• The input:
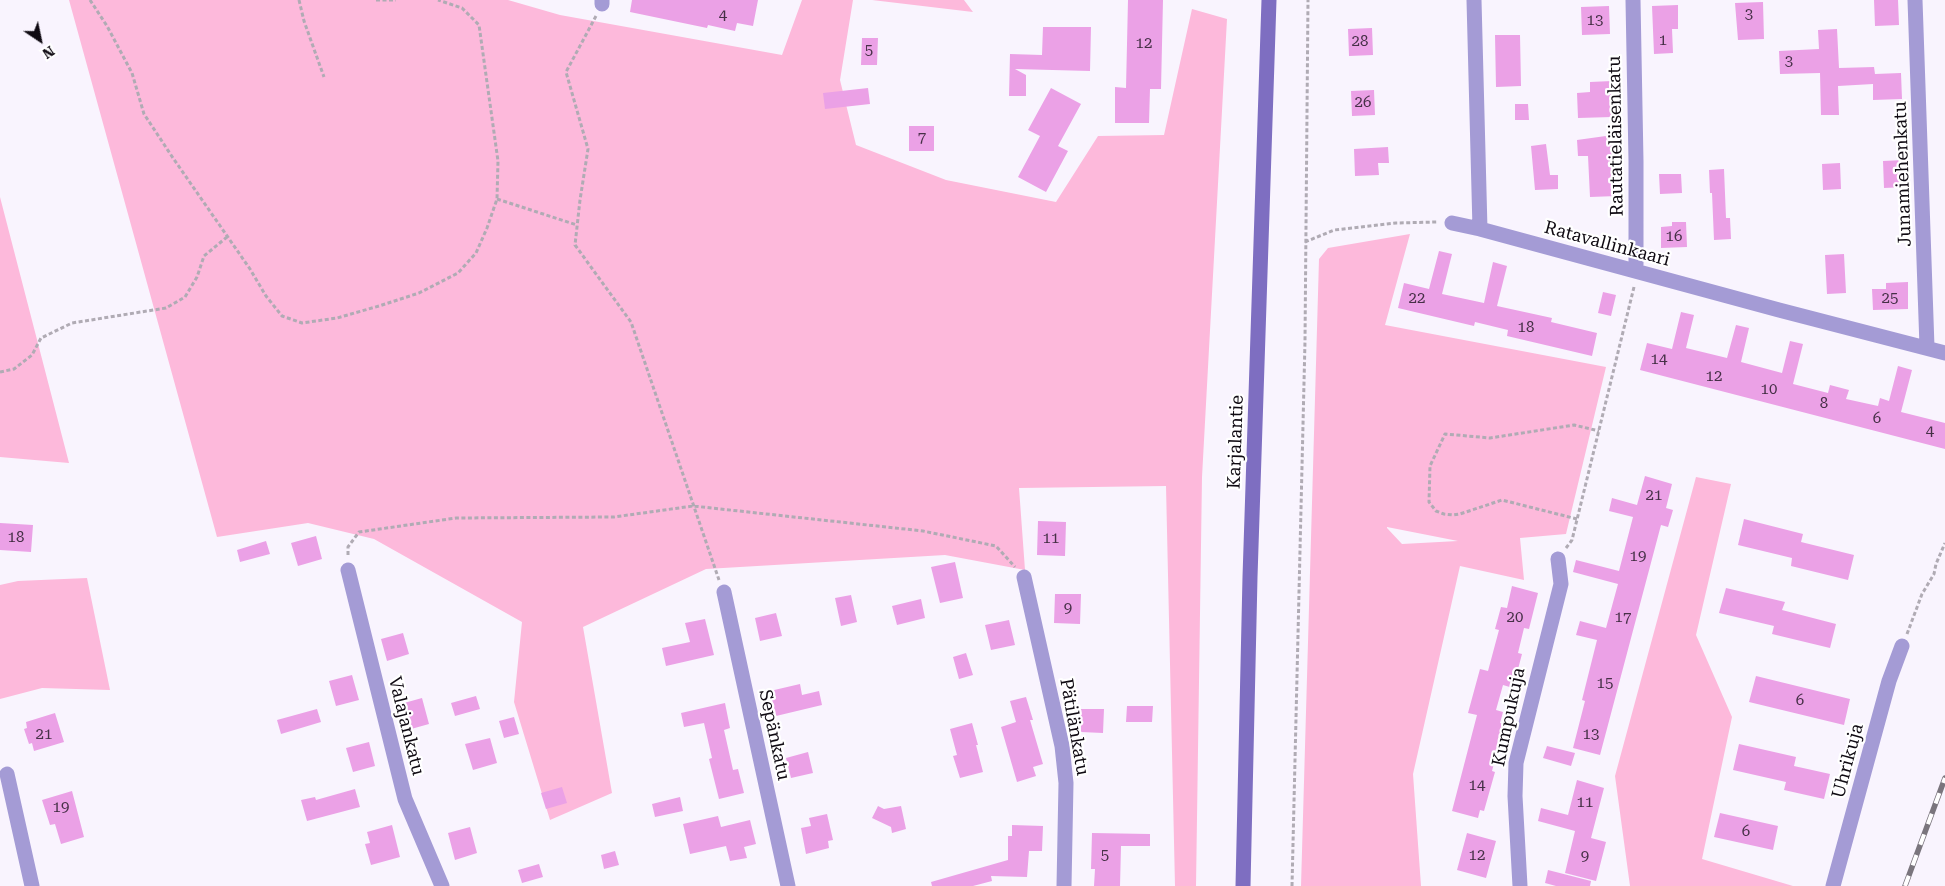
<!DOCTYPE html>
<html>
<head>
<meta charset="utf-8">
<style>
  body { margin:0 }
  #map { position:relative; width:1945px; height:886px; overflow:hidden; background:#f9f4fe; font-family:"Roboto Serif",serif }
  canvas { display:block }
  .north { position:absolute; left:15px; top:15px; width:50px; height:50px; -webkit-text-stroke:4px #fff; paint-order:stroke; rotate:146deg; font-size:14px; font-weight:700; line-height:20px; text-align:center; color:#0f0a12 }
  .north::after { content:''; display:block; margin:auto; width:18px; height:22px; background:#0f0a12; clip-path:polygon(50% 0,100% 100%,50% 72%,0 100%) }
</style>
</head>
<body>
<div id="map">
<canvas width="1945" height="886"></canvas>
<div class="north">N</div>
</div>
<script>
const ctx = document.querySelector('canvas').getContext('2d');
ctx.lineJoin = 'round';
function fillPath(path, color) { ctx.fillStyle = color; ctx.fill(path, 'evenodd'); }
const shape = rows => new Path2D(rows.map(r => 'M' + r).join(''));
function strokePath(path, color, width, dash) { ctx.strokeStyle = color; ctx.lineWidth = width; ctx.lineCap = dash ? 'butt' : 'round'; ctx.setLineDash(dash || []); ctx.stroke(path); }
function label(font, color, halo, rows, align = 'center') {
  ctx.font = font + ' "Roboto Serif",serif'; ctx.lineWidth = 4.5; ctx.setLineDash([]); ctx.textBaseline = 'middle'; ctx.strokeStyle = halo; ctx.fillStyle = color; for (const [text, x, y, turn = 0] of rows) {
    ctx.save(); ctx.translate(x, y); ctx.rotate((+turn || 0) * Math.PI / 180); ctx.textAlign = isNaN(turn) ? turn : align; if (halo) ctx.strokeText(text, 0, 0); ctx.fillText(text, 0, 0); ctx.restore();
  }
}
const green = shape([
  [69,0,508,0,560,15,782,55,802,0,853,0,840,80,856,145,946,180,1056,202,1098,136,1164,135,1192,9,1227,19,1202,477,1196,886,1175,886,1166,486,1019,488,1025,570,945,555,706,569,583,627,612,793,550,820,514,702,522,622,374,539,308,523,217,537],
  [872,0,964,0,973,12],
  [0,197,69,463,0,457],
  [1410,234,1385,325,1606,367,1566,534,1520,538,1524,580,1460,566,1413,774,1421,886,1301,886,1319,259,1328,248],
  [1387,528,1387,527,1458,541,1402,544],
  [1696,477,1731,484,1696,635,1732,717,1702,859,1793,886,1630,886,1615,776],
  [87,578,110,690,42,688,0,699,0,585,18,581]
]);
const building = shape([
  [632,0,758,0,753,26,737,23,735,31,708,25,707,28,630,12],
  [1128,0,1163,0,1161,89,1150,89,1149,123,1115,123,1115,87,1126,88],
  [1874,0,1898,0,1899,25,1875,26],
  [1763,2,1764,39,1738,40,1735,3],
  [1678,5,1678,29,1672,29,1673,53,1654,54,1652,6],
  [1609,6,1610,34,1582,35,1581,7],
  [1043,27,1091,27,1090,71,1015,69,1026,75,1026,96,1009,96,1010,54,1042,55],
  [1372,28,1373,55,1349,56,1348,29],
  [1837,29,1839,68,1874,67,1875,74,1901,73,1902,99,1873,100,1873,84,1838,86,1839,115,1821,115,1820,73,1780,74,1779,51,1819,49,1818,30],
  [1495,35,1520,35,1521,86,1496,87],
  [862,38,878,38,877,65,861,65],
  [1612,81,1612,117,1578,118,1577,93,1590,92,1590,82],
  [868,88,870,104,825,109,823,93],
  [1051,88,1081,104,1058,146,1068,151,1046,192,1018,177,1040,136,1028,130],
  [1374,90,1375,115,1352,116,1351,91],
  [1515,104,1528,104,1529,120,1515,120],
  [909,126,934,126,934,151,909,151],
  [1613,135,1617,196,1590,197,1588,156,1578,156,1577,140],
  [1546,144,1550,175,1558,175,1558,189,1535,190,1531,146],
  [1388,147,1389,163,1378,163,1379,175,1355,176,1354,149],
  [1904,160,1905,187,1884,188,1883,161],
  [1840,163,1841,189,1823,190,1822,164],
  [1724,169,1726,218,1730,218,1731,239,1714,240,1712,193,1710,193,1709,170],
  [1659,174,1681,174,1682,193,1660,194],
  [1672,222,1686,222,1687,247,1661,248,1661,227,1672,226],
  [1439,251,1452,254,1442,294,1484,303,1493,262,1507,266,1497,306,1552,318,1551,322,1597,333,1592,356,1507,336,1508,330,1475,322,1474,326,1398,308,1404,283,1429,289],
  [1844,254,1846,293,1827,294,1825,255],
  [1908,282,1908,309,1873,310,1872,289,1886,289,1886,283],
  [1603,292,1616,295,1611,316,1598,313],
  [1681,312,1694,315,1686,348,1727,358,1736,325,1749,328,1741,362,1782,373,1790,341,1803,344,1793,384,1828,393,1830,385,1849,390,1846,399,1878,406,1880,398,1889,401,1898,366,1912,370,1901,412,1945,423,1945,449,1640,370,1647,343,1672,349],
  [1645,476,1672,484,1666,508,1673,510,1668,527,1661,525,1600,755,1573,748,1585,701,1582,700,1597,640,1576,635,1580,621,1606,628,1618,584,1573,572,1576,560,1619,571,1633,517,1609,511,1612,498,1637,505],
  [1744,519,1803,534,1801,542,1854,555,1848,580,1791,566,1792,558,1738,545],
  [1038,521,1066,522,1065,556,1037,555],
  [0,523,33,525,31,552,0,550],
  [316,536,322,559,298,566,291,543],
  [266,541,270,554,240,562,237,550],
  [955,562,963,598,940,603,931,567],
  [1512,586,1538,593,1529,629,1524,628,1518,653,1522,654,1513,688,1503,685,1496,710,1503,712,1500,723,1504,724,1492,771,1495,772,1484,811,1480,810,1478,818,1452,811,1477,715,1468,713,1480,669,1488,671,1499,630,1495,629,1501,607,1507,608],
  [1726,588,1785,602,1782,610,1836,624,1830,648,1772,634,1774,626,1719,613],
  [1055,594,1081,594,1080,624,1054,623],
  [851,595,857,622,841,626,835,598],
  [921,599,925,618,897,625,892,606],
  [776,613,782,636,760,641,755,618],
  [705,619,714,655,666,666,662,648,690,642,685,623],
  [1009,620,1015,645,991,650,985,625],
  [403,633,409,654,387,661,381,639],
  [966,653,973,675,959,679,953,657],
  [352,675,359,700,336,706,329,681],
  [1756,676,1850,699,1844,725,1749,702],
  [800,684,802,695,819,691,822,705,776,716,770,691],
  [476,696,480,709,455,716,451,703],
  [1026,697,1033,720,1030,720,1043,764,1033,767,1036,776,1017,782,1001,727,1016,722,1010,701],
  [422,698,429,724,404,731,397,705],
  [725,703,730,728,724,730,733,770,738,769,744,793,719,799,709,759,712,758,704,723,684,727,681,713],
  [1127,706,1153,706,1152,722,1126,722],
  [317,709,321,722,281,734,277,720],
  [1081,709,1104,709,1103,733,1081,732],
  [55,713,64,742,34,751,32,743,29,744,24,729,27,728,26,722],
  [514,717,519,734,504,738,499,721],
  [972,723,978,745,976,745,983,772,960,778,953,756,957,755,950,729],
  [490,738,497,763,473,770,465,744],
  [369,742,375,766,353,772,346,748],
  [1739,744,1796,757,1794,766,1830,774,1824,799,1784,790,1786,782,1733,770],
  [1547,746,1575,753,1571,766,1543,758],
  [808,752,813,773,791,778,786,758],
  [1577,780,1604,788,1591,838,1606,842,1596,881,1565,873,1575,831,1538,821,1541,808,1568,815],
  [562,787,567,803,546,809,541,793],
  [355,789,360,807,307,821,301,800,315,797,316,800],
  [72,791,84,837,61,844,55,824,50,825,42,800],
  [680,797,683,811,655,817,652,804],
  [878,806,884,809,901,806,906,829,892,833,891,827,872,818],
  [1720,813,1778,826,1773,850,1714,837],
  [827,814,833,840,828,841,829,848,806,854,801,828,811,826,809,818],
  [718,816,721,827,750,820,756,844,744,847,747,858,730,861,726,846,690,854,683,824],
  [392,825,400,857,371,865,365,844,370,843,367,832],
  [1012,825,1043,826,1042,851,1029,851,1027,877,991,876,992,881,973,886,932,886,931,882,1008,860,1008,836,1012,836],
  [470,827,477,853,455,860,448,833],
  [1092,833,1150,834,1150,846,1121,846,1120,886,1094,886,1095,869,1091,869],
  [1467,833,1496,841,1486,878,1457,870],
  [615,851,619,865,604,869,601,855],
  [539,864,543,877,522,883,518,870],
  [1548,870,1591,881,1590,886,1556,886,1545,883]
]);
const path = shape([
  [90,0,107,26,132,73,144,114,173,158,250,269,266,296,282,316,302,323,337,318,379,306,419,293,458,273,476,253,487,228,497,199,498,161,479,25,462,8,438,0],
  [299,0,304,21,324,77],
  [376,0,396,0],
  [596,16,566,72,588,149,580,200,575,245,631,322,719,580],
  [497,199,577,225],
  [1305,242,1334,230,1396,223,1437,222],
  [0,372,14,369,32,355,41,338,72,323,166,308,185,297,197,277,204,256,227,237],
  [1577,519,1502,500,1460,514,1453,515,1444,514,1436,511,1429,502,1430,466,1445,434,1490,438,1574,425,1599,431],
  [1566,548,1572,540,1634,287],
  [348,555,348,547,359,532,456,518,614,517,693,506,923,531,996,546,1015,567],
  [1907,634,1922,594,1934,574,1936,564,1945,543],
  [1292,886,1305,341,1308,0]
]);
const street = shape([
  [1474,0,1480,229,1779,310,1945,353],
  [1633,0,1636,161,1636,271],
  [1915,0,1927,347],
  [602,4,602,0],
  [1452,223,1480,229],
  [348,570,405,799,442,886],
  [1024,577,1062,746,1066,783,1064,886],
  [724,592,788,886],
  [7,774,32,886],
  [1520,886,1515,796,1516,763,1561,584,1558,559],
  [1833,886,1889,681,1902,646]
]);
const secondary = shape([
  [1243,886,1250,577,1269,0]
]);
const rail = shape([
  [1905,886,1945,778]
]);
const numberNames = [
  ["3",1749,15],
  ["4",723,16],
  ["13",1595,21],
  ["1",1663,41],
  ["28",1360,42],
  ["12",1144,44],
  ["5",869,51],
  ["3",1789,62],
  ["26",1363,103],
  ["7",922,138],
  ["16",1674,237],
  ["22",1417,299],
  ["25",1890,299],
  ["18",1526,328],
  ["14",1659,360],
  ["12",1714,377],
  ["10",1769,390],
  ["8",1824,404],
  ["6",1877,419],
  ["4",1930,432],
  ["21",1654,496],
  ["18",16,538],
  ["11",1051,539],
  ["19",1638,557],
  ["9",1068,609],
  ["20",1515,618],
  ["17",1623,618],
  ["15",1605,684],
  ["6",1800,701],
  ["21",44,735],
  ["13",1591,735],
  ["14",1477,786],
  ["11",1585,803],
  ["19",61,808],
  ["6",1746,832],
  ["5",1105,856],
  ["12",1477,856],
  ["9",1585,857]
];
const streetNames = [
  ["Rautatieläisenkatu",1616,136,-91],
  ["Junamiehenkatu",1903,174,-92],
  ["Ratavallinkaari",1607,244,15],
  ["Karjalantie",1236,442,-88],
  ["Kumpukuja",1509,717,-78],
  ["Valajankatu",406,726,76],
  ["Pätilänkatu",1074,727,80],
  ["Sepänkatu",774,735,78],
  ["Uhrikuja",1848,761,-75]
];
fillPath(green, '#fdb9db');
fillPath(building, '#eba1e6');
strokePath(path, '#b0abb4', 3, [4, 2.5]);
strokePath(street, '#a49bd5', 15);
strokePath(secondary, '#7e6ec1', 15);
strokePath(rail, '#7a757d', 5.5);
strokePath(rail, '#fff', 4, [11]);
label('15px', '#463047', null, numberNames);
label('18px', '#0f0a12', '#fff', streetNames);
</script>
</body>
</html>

* * *

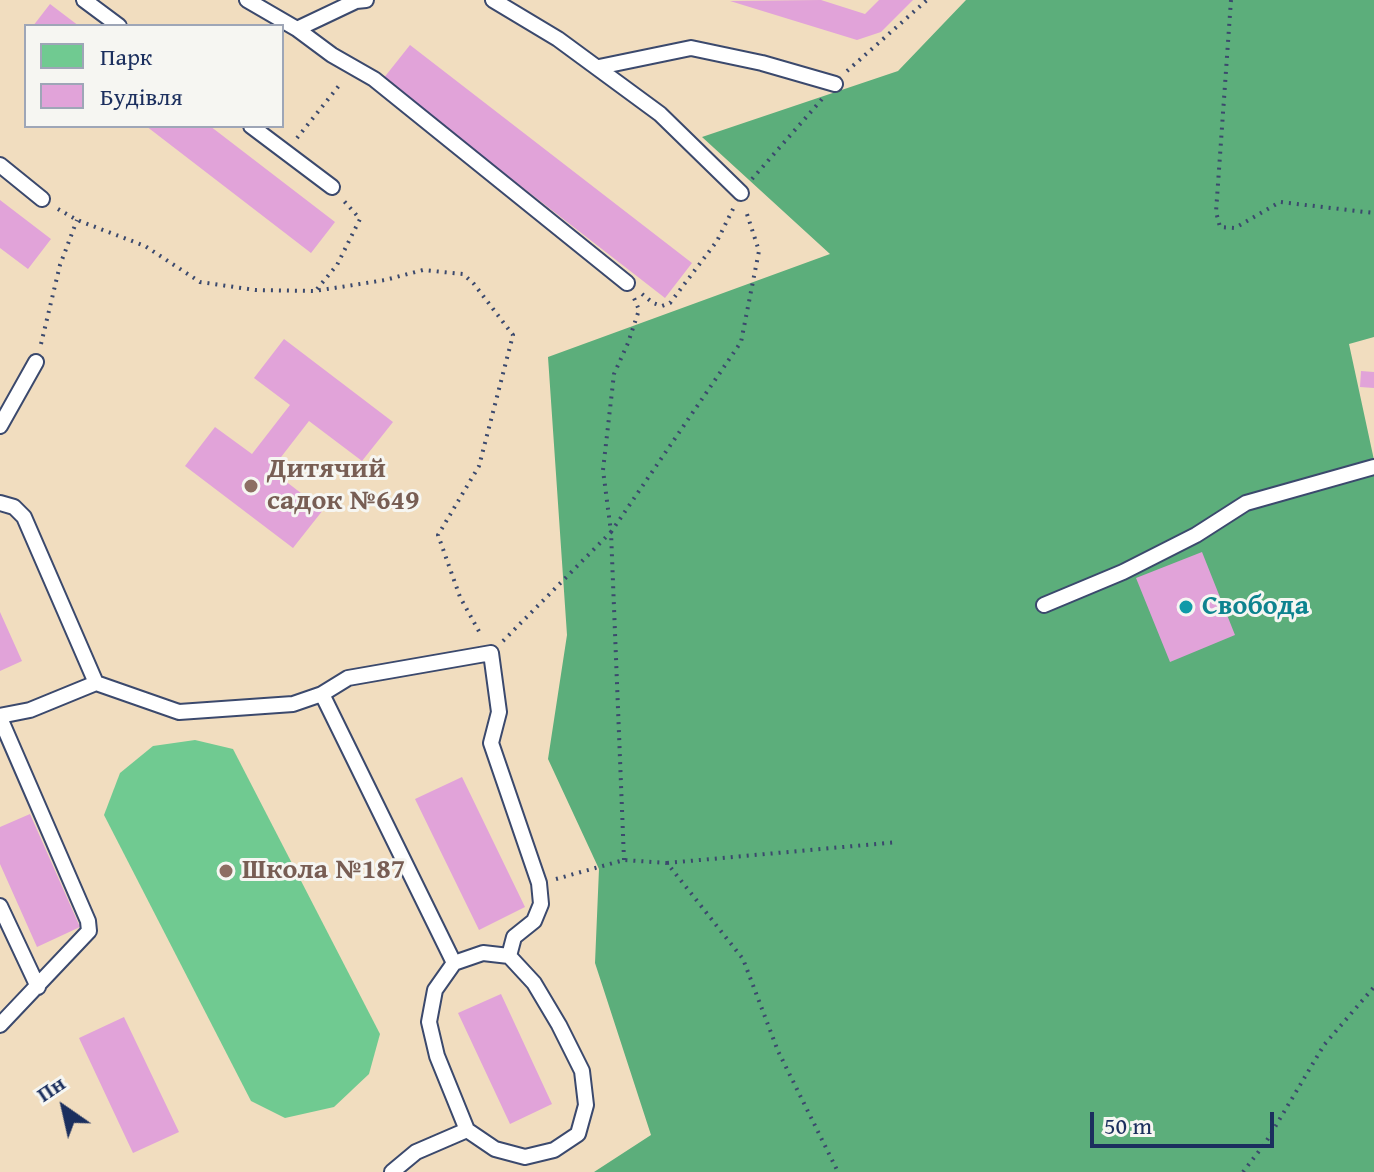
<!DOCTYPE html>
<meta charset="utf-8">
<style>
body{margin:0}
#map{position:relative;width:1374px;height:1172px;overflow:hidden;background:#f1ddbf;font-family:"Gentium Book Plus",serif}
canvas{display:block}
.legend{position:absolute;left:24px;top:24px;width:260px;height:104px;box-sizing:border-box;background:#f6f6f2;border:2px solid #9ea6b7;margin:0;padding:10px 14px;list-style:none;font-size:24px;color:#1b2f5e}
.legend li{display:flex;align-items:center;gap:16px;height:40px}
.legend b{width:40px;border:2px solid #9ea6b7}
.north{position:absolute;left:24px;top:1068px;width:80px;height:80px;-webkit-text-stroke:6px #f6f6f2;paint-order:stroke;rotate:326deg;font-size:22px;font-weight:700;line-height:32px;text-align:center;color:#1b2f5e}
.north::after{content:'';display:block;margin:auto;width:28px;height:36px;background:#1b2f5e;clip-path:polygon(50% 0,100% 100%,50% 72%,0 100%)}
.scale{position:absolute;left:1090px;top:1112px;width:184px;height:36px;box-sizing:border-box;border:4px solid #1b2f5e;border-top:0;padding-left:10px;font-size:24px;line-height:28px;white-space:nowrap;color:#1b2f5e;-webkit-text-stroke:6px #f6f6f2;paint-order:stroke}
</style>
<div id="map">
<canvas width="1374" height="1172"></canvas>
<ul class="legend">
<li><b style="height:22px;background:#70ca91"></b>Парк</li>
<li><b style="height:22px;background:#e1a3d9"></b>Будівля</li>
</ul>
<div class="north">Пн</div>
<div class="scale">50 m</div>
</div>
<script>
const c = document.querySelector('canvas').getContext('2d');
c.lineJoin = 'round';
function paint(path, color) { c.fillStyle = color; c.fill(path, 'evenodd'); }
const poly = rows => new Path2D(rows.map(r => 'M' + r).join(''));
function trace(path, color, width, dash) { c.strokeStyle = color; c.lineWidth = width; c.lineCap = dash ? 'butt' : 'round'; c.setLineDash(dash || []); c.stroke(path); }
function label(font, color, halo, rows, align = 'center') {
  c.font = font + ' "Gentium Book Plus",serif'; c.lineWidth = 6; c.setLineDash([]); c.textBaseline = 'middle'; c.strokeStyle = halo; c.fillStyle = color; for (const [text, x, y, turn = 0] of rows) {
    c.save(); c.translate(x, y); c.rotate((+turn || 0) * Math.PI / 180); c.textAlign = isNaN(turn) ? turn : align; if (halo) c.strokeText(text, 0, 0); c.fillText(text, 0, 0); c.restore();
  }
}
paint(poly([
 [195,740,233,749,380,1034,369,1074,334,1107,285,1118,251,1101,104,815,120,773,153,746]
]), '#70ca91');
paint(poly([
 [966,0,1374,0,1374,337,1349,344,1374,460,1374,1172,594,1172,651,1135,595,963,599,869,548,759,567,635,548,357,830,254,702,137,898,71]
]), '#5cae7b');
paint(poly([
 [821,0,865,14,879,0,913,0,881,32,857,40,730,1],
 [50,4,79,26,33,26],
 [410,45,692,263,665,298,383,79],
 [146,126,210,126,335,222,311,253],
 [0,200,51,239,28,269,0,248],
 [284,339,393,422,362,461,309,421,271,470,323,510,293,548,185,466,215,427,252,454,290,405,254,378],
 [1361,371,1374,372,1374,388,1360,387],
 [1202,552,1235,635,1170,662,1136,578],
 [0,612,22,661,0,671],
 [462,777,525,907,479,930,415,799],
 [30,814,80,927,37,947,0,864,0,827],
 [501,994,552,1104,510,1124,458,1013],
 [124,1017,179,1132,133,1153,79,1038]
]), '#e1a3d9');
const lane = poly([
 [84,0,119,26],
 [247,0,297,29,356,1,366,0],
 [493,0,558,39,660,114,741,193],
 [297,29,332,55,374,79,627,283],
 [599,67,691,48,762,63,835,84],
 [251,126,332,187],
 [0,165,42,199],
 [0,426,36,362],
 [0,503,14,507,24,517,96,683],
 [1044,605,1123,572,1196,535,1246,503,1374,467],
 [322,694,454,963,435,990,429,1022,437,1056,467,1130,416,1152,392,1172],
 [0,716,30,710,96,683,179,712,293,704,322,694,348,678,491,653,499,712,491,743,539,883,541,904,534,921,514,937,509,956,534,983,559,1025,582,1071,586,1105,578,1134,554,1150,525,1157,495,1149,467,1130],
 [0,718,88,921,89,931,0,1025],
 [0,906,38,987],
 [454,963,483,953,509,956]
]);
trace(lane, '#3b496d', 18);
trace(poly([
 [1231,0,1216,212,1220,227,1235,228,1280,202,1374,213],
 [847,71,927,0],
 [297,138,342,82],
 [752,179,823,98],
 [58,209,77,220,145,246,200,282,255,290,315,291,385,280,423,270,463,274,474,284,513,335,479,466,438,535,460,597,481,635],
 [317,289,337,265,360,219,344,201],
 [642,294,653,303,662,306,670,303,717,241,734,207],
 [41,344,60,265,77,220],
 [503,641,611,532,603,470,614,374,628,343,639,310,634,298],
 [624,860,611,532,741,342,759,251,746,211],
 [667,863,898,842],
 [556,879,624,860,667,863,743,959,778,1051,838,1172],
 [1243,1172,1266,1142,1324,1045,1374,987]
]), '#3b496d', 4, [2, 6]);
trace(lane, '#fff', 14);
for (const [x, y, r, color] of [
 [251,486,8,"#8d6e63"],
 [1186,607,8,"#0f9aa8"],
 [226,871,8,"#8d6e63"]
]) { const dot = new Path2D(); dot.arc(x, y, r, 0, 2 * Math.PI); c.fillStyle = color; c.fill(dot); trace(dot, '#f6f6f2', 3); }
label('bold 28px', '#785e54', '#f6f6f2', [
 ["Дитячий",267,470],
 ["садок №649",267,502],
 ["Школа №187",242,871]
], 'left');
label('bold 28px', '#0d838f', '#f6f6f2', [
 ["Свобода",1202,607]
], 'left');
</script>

• Problem to work on:
Where a line of the material above holds the string "canvas", copy that line.

• Final answer:
  canvas { display:block }
<canvas width="1945" height="886"></canvas>
const ctx = document.querySelector('canvas').getContext('2d');
canvas{display:block}
<canvas width="1374" height="1172"></canvas>
const c = document.querySelector('canvas').getContext('2d');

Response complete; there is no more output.